*** Opening of Material provided ***
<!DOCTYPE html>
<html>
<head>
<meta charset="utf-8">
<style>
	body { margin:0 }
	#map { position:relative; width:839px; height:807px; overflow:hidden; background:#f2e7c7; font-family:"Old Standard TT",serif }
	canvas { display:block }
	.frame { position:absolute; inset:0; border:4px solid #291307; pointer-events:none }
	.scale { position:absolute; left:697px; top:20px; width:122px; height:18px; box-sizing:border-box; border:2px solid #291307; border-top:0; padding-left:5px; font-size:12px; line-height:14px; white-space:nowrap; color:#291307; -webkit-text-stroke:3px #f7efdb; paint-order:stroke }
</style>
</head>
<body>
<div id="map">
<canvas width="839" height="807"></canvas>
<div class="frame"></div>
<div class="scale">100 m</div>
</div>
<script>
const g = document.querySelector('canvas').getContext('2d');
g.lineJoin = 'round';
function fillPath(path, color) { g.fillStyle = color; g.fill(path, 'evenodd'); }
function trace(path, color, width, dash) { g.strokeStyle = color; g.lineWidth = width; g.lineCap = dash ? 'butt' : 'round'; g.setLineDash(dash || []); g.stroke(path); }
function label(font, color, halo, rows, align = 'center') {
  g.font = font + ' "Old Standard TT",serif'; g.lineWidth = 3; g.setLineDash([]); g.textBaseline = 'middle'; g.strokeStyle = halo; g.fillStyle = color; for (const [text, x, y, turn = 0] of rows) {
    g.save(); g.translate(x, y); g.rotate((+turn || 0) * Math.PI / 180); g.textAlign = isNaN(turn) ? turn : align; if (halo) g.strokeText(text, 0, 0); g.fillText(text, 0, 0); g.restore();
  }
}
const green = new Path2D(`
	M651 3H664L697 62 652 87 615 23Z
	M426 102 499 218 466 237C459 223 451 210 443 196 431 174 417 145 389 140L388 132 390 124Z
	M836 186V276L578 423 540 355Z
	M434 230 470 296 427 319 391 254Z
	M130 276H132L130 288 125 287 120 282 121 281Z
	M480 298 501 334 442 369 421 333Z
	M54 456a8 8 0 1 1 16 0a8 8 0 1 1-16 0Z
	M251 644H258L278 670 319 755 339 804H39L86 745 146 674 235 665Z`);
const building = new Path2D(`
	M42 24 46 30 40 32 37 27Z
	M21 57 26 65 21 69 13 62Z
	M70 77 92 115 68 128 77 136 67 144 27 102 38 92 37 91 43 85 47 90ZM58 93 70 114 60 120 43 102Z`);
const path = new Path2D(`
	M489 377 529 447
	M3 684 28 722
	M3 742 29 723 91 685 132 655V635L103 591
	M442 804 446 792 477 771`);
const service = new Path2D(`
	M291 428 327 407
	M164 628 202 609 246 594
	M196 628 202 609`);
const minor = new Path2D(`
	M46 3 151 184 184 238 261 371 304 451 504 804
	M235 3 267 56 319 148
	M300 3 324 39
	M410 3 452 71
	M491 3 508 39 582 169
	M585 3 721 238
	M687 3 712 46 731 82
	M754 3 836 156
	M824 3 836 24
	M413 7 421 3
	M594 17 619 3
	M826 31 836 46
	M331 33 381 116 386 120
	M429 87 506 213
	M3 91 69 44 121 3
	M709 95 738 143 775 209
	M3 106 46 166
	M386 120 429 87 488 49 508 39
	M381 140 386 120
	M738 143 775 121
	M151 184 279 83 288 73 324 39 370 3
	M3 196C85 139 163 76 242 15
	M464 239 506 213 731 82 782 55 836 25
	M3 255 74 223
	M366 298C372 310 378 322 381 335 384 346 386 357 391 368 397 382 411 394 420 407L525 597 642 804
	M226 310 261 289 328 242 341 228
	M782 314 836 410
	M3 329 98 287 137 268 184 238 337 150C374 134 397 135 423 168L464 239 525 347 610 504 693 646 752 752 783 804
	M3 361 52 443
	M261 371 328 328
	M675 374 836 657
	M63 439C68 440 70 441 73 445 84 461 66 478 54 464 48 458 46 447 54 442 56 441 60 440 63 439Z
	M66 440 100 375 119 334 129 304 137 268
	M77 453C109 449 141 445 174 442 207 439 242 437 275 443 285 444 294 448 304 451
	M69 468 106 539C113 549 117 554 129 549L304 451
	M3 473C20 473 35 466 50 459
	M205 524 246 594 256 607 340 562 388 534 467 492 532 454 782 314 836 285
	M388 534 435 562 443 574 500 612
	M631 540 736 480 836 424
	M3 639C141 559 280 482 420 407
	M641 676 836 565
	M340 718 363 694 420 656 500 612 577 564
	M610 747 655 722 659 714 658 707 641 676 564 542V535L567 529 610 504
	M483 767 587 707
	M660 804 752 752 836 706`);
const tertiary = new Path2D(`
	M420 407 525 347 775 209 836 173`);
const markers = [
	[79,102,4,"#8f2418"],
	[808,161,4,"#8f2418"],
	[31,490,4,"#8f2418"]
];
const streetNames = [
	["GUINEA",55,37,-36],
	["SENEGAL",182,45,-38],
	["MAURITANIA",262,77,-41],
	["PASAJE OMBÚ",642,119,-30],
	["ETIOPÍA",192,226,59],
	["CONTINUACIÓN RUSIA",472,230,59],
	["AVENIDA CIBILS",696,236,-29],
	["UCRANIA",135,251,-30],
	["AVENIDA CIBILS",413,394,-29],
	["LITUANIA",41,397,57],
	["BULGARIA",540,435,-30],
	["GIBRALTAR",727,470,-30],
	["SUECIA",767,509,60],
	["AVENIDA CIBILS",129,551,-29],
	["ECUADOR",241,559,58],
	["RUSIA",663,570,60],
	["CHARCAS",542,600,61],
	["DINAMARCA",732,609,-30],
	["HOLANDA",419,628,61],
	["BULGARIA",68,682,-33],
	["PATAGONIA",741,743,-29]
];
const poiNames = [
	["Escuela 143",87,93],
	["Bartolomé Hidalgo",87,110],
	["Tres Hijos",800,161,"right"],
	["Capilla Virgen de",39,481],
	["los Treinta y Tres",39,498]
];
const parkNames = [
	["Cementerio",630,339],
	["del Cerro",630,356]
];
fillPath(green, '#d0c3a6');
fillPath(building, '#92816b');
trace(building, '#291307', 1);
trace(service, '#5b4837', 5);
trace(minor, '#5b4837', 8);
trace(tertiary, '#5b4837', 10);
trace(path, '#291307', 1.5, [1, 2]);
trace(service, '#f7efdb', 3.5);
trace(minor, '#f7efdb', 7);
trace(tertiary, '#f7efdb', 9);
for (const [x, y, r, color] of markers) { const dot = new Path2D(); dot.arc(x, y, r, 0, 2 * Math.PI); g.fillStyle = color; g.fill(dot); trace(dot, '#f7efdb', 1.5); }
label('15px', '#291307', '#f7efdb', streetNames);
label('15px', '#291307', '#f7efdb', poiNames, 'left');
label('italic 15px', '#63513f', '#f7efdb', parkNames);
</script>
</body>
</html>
*** Close of Material provided ***
▶ _Action item_
Scan the listing above and identify each line holding the string "canvas"; copy every such line.

▶ _Answer box_
	canvas { display:block }
<canvas width="839" height="807"></canvas>
const g = document.querySelector('canvas').getContext('2d');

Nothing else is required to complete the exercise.